(Erevan) Le premier ministre arménien Nikol Pachinian a estimé jeudi que la situation était « tendue et explosive » à la frontière avec l’Azerbaïdjan, où six soldats d’Erevan ont été faits prisonniers par les troupes de Bakou.

Selon Erevan, les six militaires ont été capturés alors qu’ils se trouvaient en territoire arménien et menaient des « travaux de génie » tandis que Bakou les accuse de faire partie d’un « groupe de sabotage » entré en Azerbaïdjan pour y poser des mines.

« La situation est tendue et explosive », a déclaré dans une vidéo publiée sur Facebook M. Pachinian, en visite dans le district de Guégarkounik, dans l’est de l’Arménie, où a eu lieu cet incident.

Selon lui, des escarmouches sont régulières entre les troupes arméniennes et des soldats azerbaïdjanais ayant franchi la frontière.

L’Arménie et l’Azerbaïdjan se sont affrontés à l’automne 2020 dans une courte guerre pour le contrôle de la région séparatiste du Nagorny Karabakh ayant fait 6000 morts.

Elle s’est terminée par la défaite d’Erevan, contrainte de céder à l’Azerbaïdjan des territoires qu’elle contrôlait depuis trois décennies et qui formaient un glacis sécuritaire autour du Nagorny Karabakh, resté lui essentiellement aux mains d’Erevan.

Ces dernières semaines, de nouvelles tensions ont failli dégénérer, Erevan accusant les forces azerbaïdjanaises de tenter de prendre le contrôle de nouveaux territoires.

Nikol Pachinian a affirmé plus tôt jeudi, au cours d’une réunion gouvernementale, que les soldats capturés « effectuaient des travaux d’aménagement de la frontière », notamment en installant des panneaux d’avertissement près des mines alors que la région a la réputation d’être l’une des plus minées au monde.

Le ministère azerbaïdjanais de la Défense a lui affirmé qu’il s’agissait d’un « groupe de reconnaissance et de sabotage », qui a tenté vers 3 h du matin de « s’introduire sur notre territoire » avant d’être capturé.

Selon le communiqué, les soldats tentaient de poser des mines sur une route de ravitaillement menant vers les positions azerbaïdjanaises.

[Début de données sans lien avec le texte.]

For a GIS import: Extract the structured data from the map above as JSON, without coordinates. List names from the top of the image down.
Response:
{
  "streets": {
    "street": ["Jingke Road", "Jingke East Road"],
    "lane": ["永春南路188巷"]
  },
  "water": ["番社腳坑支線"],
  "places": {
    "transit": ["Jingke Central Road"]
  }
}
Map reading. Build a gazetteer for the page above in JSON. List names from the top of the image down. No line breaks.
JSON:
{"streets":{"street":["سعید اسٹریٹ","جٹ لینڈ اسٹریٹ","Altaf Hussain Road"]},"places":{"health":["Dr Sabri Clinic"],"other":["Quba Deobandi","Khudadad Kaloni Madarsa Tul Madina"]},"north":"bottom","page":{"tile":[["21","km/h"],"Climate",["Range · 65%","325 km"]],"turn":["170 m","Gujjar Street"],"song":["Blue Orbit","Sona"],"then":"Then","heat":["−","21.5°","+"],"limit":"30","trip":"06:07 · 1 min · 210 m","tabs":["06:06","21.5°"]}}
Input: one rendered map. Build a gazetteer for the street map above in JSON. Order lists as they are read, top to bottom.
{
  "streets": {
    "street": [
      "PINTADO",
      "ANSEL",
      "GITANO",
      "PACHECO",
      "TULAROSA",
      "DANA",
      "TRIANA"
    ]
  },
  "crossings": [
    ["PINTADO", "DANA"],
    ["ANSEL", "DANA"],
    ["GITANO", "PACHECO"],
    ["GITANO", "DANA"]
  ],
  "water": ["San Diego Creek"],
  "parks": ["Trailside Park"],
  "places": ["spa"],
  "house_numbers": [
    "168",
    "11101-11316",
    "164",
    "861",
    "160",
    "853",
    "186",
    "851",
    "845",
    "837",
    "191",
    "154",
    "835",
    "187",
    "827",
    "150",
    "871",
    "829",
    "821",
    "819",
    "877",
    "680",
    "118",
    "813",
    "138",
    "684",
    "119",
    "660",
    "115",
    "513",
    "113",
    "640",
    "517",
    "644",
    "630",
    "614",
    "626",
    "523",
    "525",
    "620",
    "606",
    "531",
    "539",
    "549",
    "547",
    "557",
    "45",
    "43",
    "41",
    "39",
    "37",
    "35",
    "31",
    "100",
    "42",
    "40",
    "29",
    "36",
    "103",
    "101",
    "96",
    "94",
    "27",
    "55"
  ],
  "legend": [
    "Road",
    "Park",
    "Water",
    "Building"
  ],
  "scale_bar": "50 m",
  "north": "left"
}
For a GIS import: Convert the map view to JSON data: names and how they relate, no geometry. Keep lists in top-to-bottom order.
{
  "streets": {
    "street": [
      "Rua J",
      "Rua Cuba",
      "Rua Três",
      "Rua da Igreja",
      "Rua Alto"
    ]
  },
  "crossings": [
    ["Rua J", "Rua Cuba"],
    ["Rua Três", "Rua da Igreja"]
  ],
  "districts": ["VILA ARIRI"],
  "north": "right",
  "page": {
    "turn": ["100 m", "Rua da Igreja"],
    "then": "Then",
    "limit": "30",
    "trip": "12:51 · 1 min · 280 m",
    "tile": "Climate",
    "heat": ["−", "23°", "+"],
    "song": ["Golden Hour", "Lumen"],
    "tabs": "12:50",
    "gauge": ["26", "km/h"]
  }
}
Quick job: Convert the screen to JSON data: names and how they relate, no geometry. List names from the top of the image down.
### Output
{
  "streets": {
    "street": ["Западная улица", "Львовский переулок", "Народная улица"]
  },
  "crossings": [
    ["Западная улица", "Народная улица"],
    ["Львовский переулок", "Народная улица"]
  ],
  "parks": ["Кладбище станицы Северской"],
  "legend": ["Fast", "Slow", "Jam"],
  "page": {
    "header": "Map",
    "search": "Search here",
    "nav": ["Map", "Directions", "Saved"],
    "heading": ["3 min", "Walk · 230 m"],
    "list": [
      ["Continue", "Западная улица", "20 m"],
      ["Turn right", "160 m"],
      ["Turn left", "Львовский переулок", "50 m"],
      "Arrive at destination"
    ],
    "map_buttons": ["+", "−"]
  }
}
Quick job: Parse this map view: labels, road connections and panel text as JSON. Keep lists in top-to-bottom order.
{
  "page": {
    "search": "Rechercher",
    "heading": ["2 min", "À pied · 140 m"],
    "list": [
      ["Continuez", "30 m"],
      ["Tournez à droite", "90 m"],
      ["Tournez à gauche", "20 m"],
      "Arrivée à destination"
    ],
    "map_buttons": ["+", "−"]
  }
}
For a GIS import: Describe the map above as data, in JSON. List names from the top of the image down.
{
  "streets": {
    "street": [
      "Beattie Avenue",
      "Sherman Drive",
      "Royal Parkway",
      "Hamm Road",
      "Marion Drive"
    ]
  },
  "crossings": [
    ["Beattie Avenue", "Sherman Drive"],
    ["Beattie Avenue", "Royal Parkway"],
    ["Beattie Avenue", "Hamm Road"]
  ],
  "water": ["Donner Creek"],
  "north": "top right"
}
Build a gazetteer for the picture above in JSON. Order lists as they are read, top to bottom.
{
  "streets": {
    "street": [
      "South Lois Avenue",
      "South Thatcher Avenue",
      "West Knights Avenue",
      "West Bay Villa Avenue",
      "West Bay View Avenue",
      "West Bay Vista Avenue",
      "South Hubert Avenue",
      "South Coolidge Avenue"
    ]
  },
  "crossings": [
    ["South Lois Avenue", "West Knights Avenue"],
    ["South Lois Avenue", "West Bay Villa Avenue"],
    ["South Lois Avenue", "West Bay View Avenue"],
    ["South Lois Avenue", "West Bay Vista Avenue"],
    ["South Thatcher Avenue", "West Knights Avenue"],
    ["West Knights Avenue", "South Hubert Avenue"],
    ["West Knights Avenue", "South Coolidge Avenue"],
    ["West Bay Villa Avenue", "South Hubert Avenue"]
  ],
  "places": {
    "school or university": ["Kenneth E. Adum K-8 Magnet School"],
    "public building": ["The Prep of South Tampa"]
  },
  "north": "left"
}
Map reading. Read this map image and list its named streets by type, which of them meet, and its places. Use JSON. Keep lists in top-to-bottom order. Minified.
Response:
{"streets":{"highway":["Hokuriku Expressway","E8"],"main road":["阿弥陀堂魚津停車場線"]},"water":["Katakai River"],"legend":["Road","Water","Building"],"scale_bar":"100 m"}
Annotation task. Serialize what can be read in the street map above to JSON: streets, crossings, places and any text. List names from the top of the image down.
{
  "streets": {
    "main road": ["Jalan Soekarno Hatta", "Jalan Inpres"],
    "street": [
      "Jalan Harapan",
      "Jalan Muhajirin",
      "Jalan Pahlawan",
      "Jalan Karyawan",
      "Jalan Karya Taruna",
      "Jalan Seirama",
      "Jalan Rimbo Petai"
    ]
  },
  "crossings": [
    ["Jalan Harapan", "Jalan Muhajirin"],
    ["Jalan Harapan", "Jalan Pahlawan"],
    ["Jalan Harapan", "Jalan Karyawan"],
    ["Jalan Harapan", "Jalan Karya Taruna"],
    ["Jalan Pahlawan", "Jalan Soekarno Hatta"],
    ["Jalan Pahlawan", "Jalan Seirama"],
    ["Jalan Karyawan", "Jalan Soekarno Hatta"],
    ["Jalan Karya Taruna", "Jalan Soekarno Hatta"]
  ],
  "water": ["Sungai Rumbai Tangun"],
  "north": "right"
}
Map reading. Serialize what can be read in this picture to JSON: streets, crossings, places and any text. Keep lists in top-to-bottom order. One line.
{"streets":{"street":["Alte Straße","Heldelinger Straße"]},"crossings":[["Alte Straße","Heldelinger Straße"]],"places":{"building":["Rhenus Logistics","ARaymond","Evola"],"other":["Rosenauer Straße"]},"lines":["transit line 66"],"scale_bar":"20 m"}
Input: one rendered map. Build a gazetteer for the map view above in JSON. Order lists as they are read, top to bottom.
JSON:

-Concentration d’unités militaires

Le district de Guégarkounik est frontalier de celui de Kalbajar, que les forces azerbaïdjanaises ont repris cet automne.  

Bakou précise qu’« une concentration de plusieurs unités d’équipement militaire ennemi, dont des chars », était observée dans le secteur jeudi matin.

De son côté, un haut responsable de l’état-major arménien a affirmé que 1000 soldats azerbaïdjanais se trouvaient en territoire arménien et que « si la décision est prise de recourir à la force, ils seront éliminés ».

Mardi, un soldat arménien avait déjà été tué dans un accrochage dans ce district. Les deux pays s’accusent mutuellement depuis cet automne de nombreuses provocations, chacun niant avec véhémence les affirmations de son ennemi.  

Le 13 mai, l’Arménie a accusé les forces azerbaïdjanaises d’avoir violé la frontière pour prendre le contrôle de territoires au bord du lac Sev que se partagent les deux pays.  

L’affaire avait provoqué une montée des tensions et Washington comme Paris avaient réclamé un « retrait immédiat des troupes azerbaïdjanaises du territoire arménien ».

À l’issue de la guerre de l’automne 2020, les forces azerbaïdjanaises avaient été redéployées dans les territoires frontaliers reconquis, entraînant ces tensions.  

Celles-ci persistent malgré le cessez-le-feu signé sous l’égide de Moscou et le déploiement de soldats de la paix russes, et la crainte d’un nouvel embrasement inquiète Moscou comme les pays occidentaux.

Le conflit du Karabakh entre l’Azerbaïdjan et l’Arménie déstabilise le Caucase depuis plus de trente ans. Erevan avait remporté au début des années 1990 une première guerre.

Sous pression de l’opposition depuis la défaite de l’automne, Nikol Pachinian est quant à lui en campagne électorale après avoir dû convoquer des législatives anticipées en juin.